I danni che possono essere causati con un uso truffaldino della firma digitale sono tali da giustificare la severa prescrizione dell'art. 28 del TU sulla documentazione amministrativa, che richiama l'art. 2050 del codice civile (vedi La responsabilità del certificatore nel sistema di firma digitale di Gianni Buonomo).

Ma evidentemente questo aspetto non preoccupa il certificatore PosteCom, così come tutti i certificatori non sembra che si siano preoccupati di porre rimedio al primo "baco", quello dei documenti con contenuti variabili. E' un atteggiamento difficile da capire. Hanno investito cifre ingenti per costruire bunker inespugnabili in cui alloggiare i server, hanno puntigliosamente preparato giganteschi manuali operativi che sembrano prevedere ogni possibile inconveniente, ma non si sono preoccupati di costruire applicazioni affidabili e di verificarne l'efficacia, né di controllare la rispondenza delle procedure alle prescrizioni normative. Per esempio, proprio il software Firma&Cifra consente di firmare e verificare la firma dei documenti senza aprirli, contravvenendo alla regola che Gli strumenti e le procedure utilizzate per la generazione, l’apposizione e la verifica delle firme digitali debbono presentare al sottoscrittore, chiaramente e senza ambiguità, i dati a cui la firma si riferisce (art. 10, comma 1, delle regole tecniche).

La firma digitale, nelle intenzioni dei suoi "inventori", è una cosa molto seria. Sul valore e sull'efficacia legale dei documenti informatici sarà prima o poi fondato l'intero sistema processuale civile, penale e amministrativo, per non parlare delle transazioni commerciali e del traffico documentale della pubblica amministrazione. Il sistema deve presentare la massima sicurezza possibile (perché accettiamo il fatto che la sicurezza assoluta è un traguardo irraggiungibile). Ed è necessario che gli utenti abbiano una ragionevole fiducia negli strumenti di validazione informatica: in caso contrario la "rivoluzione digitale" sarà rimandata alle calende greche.

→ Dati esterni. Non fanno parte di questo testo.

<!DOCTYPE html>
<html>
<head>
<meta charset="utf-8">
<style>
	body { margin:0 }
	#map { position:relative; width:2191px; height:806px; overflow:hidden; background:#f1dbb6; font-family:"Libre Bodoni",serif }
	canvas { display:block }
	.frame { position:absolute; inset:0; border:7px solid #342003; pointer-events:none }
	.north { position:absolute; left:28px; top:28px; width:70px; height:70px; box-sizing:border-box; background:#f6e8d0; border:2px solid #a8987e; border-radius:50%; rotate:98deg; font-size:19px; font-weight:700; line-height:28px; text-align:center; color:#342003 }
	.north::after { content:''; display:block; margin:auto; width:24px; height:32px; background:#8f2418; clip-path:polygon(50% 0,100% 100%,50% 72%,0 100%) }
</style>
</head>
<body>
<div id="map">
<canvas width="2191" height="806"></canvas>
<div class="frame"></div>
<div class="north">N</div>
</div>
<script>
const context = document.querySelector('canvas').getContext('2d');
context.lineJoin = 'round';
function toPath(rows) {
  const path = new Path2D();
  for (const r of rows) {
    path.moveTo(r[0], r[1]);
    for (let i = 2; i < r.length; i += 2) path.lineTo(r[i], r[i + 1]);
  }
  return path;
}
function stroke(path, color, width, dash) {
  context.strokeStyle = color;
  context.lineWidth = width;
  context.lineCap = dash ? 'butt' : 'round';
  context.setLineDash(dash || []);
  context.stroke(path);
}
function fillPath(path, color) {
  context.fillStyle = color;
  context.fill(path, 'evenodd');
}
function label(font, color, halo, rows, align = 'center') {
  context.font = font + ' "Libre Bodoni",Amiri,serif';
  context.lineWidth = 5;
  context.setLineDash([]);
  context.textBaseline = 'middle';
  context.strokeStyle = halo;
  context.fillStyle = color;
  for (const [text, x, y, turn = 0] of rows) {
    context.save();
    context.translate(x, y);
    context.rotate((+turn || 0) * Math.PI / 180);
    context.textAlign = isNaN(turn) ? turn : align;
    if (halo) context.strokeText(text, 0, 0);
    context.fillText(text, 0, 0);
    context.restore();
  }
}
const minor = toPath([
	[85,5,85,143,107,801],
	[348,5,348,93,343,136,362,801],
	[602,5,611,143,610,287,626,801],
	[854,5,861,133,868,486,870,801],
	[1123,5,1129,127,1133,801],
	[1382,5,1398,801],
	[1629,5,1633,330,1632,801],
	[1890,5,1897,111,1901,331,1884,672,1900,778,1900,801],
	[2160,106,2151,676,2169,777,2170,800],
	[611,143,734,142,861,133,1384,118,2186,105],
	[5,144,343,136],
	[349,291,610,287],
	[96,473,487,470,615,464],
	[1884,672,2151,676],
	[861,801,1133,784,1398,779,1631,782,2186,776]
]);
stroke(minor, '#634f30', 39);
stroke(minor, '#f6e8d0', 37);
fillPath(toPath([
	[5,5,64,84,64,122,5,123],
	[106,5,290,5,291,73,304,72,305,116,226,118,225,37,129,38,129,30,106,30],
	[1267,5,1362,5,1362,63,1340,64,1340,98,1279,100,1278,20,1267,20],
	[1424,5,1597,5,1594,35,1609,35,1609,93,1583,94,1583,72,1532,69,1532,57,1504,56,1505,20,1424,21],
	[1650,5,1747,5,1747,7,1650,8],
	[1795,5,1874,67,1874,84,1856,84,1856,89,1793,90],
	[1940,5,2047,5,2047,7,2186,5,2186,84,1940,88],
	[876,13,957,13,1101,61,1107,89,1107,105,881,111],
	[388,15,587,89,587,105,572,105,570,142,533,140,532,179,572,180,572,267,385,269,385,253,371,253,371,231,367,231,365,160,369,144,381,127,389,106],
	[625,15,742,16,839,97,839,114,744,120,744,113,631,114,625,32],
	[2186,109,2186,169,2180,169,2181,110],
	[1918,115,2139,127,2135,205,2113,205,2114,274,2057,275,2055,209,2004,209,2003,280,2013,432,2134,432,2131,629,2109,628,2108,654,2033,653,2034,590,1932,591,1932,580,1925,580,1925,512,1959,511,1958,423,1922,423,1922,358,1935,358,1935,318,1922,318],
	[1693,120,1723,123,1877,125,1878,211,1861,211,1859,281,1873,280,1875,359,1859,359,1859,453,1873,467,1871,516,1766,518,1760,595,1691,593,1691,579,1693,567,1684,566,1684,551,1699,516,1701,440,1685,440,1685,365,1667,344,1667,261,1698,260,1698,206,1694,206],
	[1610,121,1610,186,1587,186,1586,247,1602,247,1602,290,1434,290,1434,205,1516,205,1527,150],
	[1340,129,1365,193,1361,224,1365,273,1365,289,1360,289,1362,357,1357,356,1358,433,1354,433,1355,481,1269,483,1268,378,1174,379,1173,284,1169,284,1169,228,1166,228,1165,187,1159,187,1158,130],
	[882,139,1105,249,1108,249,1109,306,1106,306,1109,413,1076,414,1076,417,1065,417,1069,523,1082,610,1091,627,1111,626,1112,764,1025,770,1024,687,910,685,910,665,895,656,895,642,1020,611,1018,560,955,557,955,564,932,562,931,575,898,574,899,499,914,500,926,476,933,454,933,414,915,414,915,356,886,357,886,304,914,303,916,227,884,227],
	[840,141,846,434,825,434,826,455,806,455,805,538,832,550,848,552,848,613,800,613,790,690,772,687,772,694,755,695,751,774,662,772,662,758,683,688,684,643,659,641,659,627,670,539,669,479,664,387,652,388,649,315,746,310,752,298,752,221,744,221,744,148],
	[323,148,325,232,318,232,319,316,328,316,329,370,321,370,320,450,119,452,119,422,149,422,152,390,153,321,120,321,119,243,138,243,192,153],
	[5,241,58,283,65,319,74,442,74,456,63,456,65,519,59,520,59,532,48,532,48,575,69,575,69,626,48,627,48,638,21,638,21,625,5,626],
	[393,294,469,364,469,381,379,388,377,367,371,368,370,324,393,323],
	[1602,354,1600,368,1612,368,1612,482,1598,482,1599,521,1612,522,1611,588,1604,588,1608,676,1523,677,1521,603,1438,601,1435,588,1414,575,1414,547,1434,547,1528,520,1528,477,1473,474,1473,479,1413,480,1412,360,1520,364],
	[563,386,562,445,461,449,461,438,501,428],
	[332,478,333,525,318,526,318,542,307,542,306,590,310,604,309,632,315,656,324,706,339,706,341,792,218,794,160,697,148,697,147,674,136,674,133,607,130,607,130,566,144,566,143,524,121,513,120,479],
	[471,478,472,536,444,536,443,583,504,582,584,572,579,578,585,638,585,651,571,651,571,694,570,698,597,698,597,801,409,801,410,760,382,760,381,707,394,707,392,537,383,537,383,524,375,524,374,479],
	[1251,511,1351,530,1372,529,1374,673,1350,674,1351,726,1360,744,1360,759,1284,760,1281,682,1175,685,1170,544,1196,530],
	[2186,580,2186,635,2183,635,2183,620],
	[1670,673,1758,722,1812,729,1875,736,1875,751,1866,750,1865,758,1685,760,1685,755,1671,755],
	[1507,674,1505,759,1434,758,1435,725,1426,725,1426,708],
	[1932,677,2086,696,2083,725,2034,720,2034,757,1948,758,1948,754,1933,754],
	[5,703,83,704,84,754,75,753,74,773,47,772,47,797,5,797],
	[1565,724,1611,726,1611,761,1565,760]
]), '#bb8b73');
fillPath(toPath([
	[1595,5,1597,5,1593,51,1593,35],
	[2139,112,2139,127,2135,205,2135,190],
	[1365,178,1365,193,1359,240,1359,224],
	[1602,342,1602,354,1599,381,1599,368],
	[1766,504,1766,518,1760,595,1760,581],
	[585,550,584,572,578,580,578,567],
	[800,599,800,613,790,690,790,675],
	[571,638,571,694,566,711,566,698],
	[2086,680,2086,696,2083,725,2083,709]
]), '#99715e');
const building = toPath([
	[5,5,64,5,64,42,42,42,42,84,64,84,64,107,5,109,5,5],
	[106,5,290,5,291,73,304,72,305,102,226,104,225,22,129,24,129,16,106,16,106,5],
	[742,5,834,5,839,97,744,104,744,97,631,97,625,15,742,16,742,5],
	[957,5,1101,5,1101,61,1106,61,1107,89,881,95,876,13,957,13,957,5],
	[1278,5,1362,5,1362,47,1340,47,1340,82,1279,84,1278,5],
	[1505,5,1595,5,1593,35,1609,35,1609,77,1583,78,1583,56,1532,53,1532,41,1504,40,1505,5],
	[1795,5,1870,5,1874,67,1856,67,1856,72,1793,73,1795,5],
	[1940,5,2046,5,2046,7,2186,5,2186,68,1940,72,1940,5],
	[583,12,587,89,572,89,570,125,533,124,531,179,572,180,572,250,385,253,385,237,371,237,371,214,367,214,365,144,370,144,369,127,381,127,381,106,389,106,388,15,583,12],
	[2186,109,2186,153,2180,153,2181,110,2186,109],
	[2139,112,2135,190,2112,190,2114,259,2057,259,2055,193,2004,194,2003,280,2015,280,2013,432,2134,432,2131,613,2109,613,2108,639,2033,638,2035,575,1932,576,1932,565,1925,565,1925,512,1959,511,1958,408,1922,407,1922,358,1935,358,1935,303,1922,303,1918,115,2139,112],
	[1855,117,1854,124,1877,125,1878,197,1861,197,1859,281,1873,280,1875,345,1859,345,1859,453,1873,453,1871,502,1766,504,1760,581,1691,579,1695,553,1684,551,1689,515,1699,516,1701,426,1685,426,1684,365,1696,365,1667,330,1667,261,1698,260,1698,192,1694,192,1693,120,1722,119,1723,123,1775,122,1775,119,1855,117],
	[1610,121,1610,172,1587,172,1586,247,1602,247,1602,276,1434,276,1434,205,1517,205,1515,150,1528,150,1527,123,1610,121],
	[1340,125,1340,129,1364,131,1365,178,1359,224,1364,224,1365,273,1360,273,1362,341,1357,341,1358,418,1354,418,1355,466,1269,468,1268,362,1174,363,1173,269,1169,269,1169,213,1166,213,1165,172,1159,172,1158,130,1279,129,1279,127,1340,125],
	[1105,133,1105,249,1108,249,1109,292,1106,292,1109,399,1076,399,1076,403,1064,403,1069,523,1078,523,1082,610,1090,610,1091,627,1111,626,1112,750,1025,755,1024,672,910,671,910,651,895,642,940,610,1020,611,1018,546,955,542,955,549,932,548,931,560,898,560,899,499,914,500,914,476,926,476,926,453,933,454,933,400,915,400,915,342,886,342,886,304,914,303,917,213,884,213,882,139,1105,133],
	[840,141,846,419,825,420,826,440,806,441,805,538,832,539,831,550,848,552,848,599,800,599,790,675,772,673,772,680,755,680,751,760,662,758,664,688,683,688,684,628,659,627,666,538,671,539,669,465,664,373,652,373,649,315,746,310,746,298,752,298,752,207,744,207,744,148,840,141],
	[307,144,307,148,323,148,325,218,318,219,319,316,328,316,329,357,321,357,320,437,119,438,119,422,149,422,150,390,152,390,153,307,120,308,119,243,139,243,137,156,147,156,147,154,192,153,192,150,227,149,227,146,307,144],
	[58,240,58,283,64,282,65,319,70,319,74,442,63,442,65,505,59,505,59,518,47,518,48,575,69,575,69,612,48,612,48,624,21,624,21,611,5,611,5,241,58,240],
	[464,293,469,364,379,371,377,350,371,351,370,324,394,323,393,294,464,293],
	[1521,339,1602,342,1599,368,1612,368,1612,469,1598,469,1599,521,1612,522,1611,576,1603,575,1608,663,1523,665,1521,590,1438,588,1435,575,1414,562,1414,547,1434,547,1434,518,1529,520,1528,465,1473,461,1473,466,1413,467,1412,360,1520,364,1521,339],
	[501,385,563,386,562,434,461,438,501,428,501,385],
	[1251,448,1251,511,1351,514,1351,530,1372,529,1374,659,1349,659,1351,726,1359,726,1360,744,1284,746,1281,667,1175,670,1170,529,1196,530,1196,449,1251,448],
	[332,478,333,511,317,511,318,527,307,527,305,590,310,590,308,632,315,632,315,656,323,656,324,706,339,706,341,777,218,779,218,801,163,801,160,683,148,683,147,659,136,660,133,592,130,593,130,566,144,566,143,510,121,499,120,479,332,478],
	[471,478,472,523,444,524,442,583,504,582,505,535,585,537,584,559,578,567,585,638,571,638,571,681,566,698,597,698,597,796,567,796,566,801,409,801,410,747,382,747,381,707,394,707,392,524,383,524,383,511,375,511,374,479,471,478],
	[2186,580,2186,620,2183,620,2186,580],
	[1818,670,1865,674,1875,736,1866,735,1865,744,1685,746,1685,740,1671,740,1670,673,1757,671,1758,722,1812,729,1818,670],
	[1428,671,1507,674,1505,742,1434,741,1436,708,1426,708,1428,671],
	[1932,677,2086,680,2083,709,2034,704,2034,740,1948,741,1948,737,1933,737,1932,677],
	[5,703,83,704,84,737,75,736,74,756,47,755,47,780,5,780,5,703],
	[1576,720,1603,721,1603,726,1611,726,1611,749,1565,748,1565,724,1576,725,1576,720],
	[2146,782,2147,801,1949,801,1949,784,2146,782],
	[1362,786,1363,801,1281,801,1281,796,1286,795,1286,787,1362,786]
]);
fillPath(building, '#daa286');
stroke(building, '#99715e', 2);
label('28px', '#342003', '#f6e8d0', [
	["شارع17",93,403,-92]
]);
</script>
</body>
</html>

"Ragionevole fiducia" significa che i cittadini devono essere "formati e informati" sul grado di certezza e sui rischi insiti in questi strumenti. Il Ministro per l'innovazione sta compiendo un lodevole sforzo per diffondere l'uso della firma digitale, ma deve fare i conti con una normativa che fa acqua da tutte le parti e soprattutto sul piano della chiarezza. Non basta far sapere che la firma digitale esiste. Occorre una campagna informativa che spieghi, nella forma più chiara possibile, che cos'è e come si usa la firma digitale. E' indispensabile, per esempio, far entrare nella testa dei cittadini che la firma digitale è una cosa personalissima, che la smart card e il PIN non devono essere affidati a nessuno, per nessun motivo.

Ma il problema resta la "diligenza" dei certificatori. Perché ad ogni "negligenza" che viene alla luce, la fiducia nel sistema diminuisce. Ed è molto difficile ricostruirla.